The longer you spend in the new China, watching the oxyacetylene lamps on the building sites at 3 a.m., the clearer it is that Francis Fukuyama was wrong when, in 1989, he pronounced that the fall of Soviet communism meant the end of history. Systematically, methodically, and with the connivance of their entire political establishment and their growing bourgeoisie, the Chinese are making a mockery of the claim that free-market capitalism and democracy must go hand-in-hand. Which is why, finally, I do not altogether go along with those who have suggested that the next century will belong to China, or that China will somehow rule the planet.
It is true that the new China is a wonderful place, and certainly a lot better than the old communist China, and with the growing international renown of their economic performance the Chinese are gaining in confidence and spiritual hope.
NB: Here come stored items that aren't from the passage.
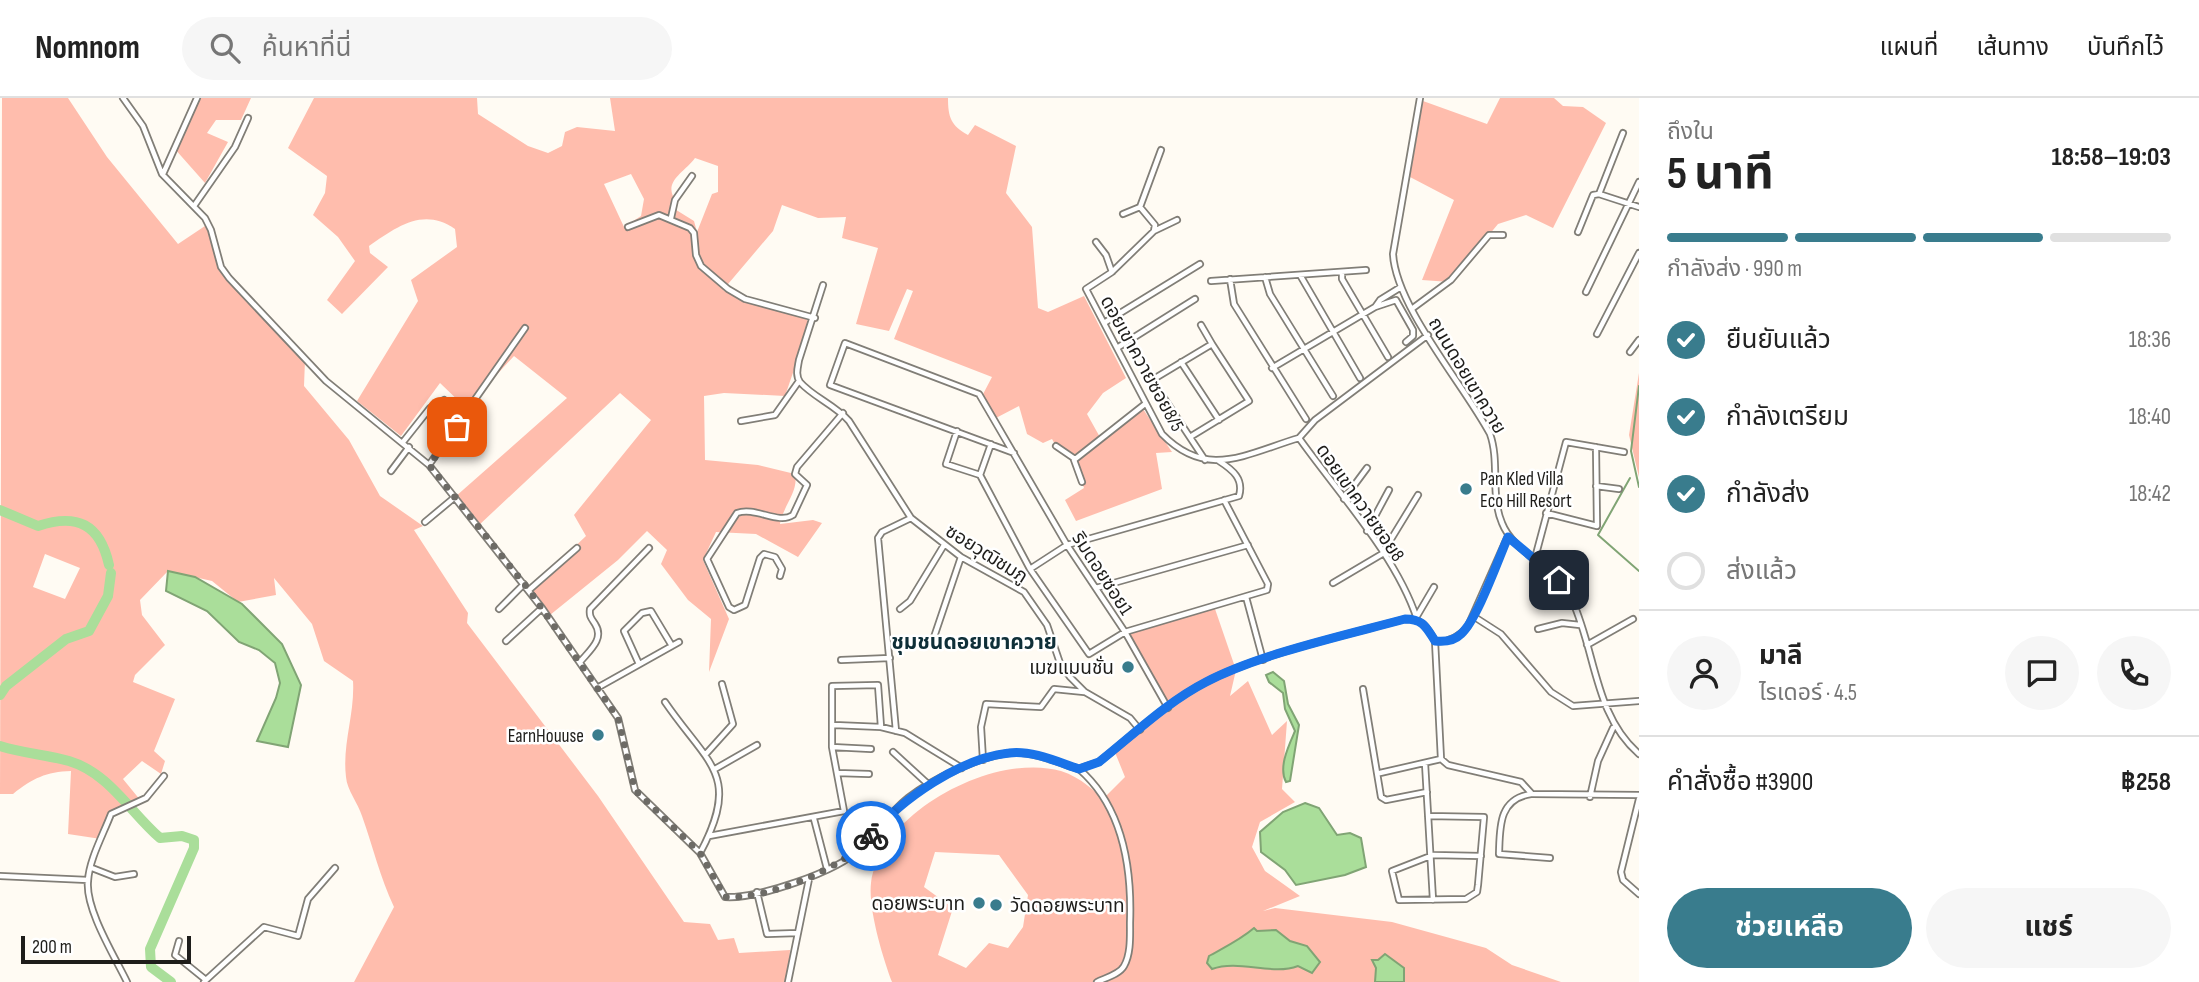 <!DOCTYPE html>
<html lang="th">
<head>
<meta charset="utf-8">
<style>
  :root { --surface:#fff; --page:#f6f6f6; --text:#222; --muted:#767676; --line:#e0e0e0; --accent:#397c8d }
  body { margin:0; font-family:"Sofia Sans Condensed","Noto Sans Thai",sans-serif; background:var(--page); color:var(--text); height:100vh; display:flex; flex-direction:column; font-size:26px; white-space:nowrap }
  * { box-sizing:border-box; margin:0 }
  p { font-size:23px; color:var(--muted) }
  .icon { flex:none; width:38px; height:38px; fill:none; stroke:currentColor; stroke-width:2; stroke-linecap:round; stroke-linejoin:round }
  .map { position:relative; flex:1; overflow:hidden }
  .details { display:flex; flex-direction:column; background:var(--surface); width:560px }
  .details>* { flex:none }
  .scale { position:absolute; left:21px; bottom:18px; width:170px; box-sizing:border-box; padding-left:7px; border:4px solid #1e1d1a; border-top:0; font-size:19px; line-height:24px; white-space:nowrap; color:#1e1d1a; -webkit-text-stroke:5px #fff; paint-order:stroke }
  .pin { position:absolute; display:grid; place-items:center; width:60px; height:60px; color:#fff; margin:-30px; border-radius:14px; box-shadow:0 4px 10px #0006 }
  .courier { position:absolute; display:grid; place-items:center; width:70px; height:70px; margin:-35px; border:5px solid #1a73e8; border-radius:50%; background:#fff; color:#222; box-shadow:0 2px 9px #0007 }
  .summary em { font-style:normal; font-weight:700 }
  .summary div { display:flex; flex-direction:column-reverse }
  .summary { display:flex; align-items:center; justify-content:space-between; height:119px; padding:0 28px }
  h1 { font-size:46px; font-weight:700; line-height:52px }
  .bar { display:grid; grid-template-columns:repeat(4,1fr); gap:10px 7px; align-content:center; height:84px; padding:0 28px }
  .bar i { height:9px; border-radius:5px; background:var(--line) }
  .bar .on { background:var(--accent) }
  .bar p { grid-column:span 4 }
  .line { display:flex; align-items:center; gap:18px; padding:0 28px; border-top:2px solid var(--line) }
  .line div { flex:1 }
  .round { display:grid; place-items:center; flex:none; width:74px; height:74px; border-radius:37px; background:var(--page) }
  ol { padding:0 28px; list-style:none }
  li { display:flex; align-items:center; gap:21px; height:77px }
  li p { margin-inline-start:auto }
  li .icon { padding:7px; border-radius:50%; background:var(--accent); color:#fff; stroke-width:4 }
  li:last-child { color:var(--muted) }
  li i { width:38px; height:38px; border:4px solid var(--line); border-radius:50% }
  .cta { display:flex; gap:14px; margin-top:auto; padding:14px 28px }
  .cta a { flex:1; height:80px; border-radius:42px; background:var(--accent); color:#fff; font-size:28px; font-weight:700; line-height:80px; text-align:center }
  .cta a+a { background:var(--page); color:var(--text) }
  header { display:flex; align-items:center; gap:42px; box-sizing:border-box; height:98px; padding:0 35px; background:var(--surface); border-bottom:2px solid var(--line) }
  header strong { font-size:33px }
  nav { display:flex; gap:38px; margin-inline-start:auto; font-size:24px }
  .search { width:490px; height:63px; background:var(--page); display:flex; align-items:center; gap:18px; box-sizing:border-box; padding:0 24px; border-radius:38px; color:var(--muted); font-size:26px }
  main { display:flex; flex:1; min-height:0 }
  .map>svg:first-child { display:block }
  .green { fill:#ffbdad; fill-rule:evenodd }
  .water { fill:#aade9a; stroke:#80a474; stroke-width:2 }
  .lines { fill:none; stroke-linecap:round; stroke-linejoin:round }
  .stream { stroke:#80a474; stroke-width:2 }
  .river { stroke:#aade9a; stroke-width:10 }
  .minor-casing { stroke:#817e77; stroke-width:8 }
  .minor { stroke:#fff; stroke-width:4.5 }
  .done { stroke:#6d6b66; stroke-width:7; stroke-dasharray:0 12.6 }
  .route { stroke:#1a73e8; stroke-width:9 }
  .poi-dot { fill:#397c8d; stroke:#fff; stroke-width:2.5 }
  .labels { text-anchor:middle; stroke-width:5; stroke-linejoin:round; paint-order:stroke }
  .street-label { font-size:19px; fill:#1e1d1a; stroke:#fff }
  .poi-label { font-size:19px; fill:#1e1d1a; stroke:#fff; text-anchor:end }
  .neighbourhood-label { font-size:21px; font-weight:bold; fill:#0f2f38; stroke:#fff }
</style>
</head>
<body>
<header>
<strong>Nomnom</strong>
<div class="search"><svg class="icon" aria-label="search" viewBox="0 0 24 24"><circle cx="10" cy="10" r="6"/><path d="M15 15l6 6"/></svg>ค้นหาที่นี่</div>
<nav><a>แผนที่</a><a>เส้นทาง</a><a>บันทึกไว้</a></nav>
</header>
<main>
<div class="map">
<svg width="1639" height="884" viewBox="0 0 1639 884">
  <rect width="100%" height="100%" fill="#fffbf3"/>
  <!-- green -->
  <path class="green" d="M2,0H68L107,59L178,146L208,126L221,169L305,262L304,288L349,342L380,398L423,428L414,432L468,515L467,525L598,698L684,824L710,826L718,842L734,840L739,855L790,852L788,884H354L394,809C380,779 373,749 362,718C358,705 347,692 346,679C342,646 355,616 353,583L324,563L312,526L274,480L276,497L238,504L212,483L168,473L140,502L142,517L165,547L135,577L133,584L175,601L154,653L165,663L161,676L142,663L123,681L141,703L110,716L101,741L68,736L71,673C46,674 33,680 13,696H0ZM45,456L80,470L65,501L33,489Z
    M197,0H251L241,22H216L207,35L228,44L205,85L174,50Z
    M314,0H477L478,16L528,48L548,55L562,48L565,34L577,29L615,33L610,0H948C948,19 951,28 968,37L975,27L1016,48L1006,95L1032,129L1038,210L1048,214L1084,198L1126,280L1103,295L1087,316L1101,341L1075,361L1056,348L1052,341L1043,345L1027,336L1019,308L994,321L981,300L992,279L894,241L913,193L907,191L889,233L856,226L878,150L842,140L846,119L818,120L782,107L773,133L723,192L743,202L806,221L810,225L785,298L724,295L704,298L705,362L758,367L795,376C799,393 783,408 780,426L813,422L822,425L798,459L756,436L716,434L703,462L729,521L709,574L711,521L688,502L661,466L667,452L647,433L618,462L550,517L531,490L586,438L574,417L651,322L620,295L478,428L455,399L567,300L514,258L466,310L440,285L401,338L357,303L418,203L411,182L457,149L455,131C423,109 397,129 369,148L370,155L388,169L342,216L327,202L355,163L338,139L313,117L325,95L327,78L288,50ZM695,60L718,68V94L712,96L697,134L694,123L673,110L675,102C663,83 684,75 695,60ZM631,76L644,101L641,118L624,129L604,86Z
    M1500,0H1554L1563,8L1583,9L1606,25L1553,130L1526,117L1498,126L1450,184L1422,182L1454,102L1410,79L1423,3L1487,26Z
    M1639,275V379L1629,337Z
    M1143,311L1172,354L1156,355L1162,391L1076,423L1065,402L1084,390L1075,365Z
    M1214,508L1236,572L1230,598L1248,583L1272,637L1287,623L1282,691L1295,704L1260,724L1252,749L1265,773L1300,798L1263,813L1275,810L1392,824L1486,850L1512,867L1561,884H892C883,860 868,811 871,785C881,713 995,654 1061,673C1082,680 1093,692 1109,706L1106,698L1125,679L1114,652L1168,610L1125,534ZM935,754L999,757L1028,797L1023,829L1008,850L989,845L966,870L938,857L953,810L924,789Z"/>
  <!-- water -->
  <path class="water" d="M168,473L195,479L242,506L282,546L301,587L288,649L257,643L276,600L280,585L275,565L259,552L239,544L207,513L166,493Z
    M1273,574L1284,583L1288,606L1299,627L1290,683L1286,684C1278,669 1289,647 1295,633L1285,611L1283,595L1269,584L1266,577Z
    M1305,705L1319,710L1337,737L1350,735L1361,740L1366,769L1345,777L1296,787L1285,772L1261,754L1260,734L1283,714Z
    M1254,830L1257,833L1276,832L1290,843L1307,848L1320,864L1312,875L1298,868C1272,878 1239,861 1212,871L1207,865L1209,858C1225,849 1240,842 1254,830Z
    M1385,856L1404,870V884H1375L1376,870L1372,862H1378Z"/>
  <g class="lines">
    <!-- stream -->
    <path class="stream" d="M1639,288L1631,353L1639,389
      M1630,380L1598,437L1639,473"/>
    <!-- river -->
    <path class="river" d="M0,412L38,428C77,415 100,426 109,467
      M0,597L6,588L66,541L89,533L108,498L111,475
      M0,648C22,655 47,657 69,663C109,675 130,714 160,740L182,738L194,742V750L150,851L151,869L171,884"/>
    <!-- minor casing -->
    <g class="minor-casing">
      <path id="minor" d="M123,0L143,28L162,76L205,120L211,132L221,169L229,180L326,283L429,367L542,510L618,620L635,692L700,755L725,799C757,801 837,774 860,751C877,735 889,715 908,700C931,682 981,657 1011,655C1033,653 1057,664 1078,671L1099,664C1133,637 1167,604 1206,584C1259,556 1346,537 1405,521C1423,521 1427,529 1435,543L1441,661L1448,667L1521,684L1532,696L1639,697
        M1420,0L1393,156C1396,209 1464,287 1490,336C1500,364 1490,397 1502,425C1514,456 1555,467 1572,502C1596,554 1594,617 1639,656
        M163,76L197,0
        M1599,96L1639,109
        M194,108L235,49L248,20
        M1140,109L1155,127L1154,133L1112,174L1086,191L1162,336C1207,382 1245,356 1299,340
        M1123,116L1140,109L1161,52
        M671,120L675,102L692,78
        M628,129L659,117L690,130L694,135L696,157L701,168L728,191L745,201L815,220
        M1154,133L1177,122
        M1578,134L1593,97L1599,96L1623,35
        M1096,144L1106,157L1112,174
        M1342,174V181L1388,259
        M1300,177L1360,280
        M1265,179L1270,196L1333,298
        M1230,181L1234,206L1306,321
        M1211,183L1366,172
        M823,187L799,262C798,269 795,277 800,284C813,299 835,307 849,323L911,420L961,459L1024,494L1047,527L1060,565L1070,579L1085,594L1130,620L1140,632
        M1586,194L1639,84
        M1375,209L1396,202L1413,232V238L1406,244
        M1413,210L1451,182L1489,137H1503
        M1104,225L1200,166
        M1201,227L1212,246
        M1597,236L1639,155
        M1117,250L1195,201
        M1630,254L1639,242
        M1181,264L1219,322
        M1272,270L1375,209L1380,202L1401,189
        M741,323L775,317L799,283
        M957,333L946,366L980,377L1030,471L1089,556L1125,534L1267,492L1268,486L1224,402
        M1190,339L1249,303L1212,246L1152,282L1205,362
        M1299,340C1338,395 1396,457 1417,521
        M1299,340L1315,322L1428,237
        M403,344L430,310L444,302
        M1056,348L1075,361
        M1014,355L830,287L845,245L979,296L1067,447L1125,534L1168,610
        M429,367L525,230
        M391,373L409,349
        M980,377L991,346
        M1082,384L1074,362L1145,306
        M1596,388L1619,391
        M1344,401L1367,370
        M1546,415L1597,428L1596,349
        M425,424L455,399
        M1367,433L1389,392
        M1535,460L1566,344L1624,354
        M1030,471L1067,447L1239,398C1244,381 1233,372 1219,363
        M780,478L782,471L775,459L764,456L760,460L745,507L734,512L729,509L707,461L737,415C755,408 778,427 793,417L807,387L795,376L797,369L843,315
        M1333,485L1382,456L1418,397
        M1096,490L1248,447
        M529,492L577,450
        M1246,499L1263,562
        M499,511L524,486
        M900,511L910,503L944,447
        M1417,518L1434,489
        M1473,518L1501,536L1551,594L1573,608L1639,603
        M1538,531L1562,525L1580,527
        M506,543L542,510
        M1435,543C1449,545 1459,539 1468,528L1507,440
        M932,545L961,459
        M1587,547L1633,521
        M841,562L890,560
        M580,564C589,553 605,541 595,526C591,520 589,518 590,511L649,450
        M639,566L624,533L642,515L651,513L672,548
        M597,590L679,544
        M1363,591L1381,699L1386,702L1427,694
        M665,604C708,667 742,676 700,755
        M834,627L881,629L905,635L962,670
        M896,633L878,440L882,434L911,420
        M832,649L871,651
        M893,654L929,687
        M705,657L733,626L722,586
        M983,662L981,629L986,606L1041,609L1054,591L1084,594
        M1425,665L1433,802
        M715,671L757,647
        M1079,671C1123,709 1132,770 1130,825C1130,838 1131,856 1124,868C1120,876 1105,880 1097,884
        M837,675L869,676
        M1380,675L1441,661
        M1531,696C1498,701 1500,730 1499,756L1550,760
        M1590,699L1598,663L1613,630
        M1639,701L1621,774L1623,782L1639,796
        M1428,718L1484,719L1478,787L1477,794L1466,801L1399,802L1392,773L1433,757L1481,758
        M814,721L827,771
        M709,738L844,713L832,649V588L878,587L881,629
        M92,770L115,779L134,776
        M0,778L88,782
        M757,794L767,836L798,835
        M179,843L175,857L206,882L204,884
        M206,882L264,829L298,838L308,801L335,770
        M127,884C115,859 85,811 88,783C89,762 103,737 111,716L146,700L164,678
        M788,884L809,781"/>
    </g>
    <!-- minor -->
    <use href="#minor" class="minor"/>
  </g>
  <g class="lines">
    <!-- done -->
    <path class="done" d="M457,329L429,367L529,492L618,620L635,692L700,755L725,799C767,802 845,770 871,738"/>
    <!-- route -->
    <path class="route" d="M871,738C901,701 961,660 1009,655C1032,652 1058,664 1079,671L1099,664C1133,637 1167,604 1206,584C1259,556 1346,537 1405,521C1423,521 1426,529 1435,543C1444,544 1454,543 1461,536C1477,522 1498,462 1508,439L1559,482"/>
  </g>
  <!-- markers -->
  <g class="poi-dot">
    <circle cx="1466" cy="391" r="7"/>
    <circle cx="1128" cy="569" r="7"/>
    <circle cx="598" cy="637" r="7"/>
    <circle cx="979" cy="805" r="7"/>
    <circle cx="996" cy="807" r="7"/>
  </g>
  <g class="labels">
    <!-- street labels -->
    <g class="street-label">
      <text transform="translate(1143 265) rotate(61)" y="7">ดอยเขาควายซอย8/5</text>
      <text transform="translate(1468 277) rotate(59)" y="7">ถนนดอยเขาควาย</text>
      <text transform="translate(1361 404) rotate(55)" y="7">ดอยเขาควายซอย8</text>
      <text transform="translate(987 455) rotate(32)" y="7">ซอยวุฒิชมภู</text>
      <text transform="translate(1103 475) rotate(57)" y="7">ริมดอยซอย1</text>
    </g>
    <!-- poi labels -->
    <g class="poi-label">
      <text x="1480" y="387" text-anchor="start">Pan Kled Villa<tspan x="1480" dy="22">Eco Hill Resort</tspan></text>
      <text x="1114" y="576">เมฆแมนชั่น</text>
      <text x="584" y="644">EarnHouuse</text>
      <text x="965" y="812">ดอยพระบาท</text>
      <text x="1010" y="814" text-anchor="start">วัดดอยพระบาท</text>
    </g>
    <!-- neighbourhood labels -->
    <g class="neighbourhood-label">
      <text x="974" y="551">ชุมชนดอยเขาควาย</text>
    </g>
  </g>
</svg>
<div class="scale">200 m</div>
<div class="pin" style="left:457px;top:329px;background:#ea580c"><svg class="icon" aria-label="bag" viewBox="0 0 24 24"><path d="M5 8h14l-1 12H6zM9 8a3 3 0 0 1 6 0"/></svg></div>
<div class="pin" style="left:1559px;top:482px;background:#1f2937"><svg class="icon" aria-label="home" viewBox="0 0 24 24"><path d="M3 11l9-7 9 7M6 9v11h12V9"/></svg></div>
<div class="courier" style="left:871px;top:738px"><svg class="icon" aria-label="bike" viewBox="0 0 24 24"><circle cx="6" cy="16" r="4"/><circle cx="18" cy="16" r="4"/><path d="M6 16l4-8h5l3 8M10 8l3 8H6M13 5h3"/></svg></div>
</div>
<section class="details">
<div class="summary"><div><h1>5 นาที</h1><p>ถึงใน</p></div><em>18:58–19:03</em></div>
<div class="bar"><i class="on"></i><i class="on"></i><i class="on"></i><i></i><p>กำลังส่ง · 990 m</p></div>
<ol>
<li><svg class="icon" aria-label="check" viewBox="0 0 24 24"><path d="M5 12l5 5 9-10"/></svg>ยืนยันแล้ว<p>18:36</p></li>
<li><svg class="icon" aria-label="check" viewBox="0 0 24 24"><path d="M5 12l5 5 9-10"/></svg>กำลังเตรียม<p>18:40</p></li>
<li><svg class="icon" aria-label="check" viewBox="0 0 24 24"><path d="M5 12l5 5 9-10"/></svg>กำลังส่ง<p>18:42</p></li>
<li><i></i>ส่งแล้ว</li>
</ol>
<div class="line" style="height:126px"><a class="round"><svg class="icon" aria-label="person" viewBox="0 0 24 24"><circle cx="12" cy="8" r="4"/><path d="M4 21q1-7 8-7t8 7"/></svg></a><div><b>มาลี</b><p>ไรเดอร์ · 4.5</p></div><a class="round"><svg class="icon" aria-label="chat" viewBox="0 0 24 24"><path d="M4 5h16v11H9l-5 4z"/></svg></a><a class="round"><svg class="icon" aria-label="phone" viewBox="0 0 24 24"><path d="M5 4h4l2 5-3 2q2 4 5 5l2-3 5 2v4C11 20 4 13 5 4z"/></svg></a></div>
<div class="line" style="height:91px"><div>คำสั่งซื้อ #3900</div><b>฿258</b></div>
<div class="cta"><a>ช่วยเหลือ</a><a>แชร์</a></div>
</section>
</main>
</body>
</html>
It is also true that Chinese competition is a huge challenge for us in Western Europe, and certainly a useful hobgoblin for those of us who think that Gordon Brown’s Labour party is eroding our competitive edge.
But with Chinese per capita GDP still only $1,000 per year, and with all the corruption and inefficiency still generated by a one-party state, I am not yet convinced that we need to force all our children to learn Mandarin. If China is really to rule the world, she will need two things that America now has in superabundance: hard power and soft power.
As a military power, China is still relatively insignificant (her defence spending is smaller than that of the UK); and as for soft power — cultural projection abroad — what can China boast, apart from the occasional arrival in London of the state ballet or the Beijing People’s Circus? It is a tragic fact that every year thousands of Chinese undergo surgery to make their features more Western. To see how remote is the day of Chinese cultural dominance, ask yourselves how many Westerners would have surgery to make themselves look more Chinese.
Soft power — cultural influence — is ultimately impossible without an appealing international brand, and for the foreseeable future China’s international brand will be vitiated by her domestic political arrangements. China will never rule the world as long as the Forbidden City is adorned with the face of the biggest mass murderer in history. In the words of John Lennon, ‘If you go carrying pictures of Chairman Mao/ You ain’t gonna make it with anyone anyhow.’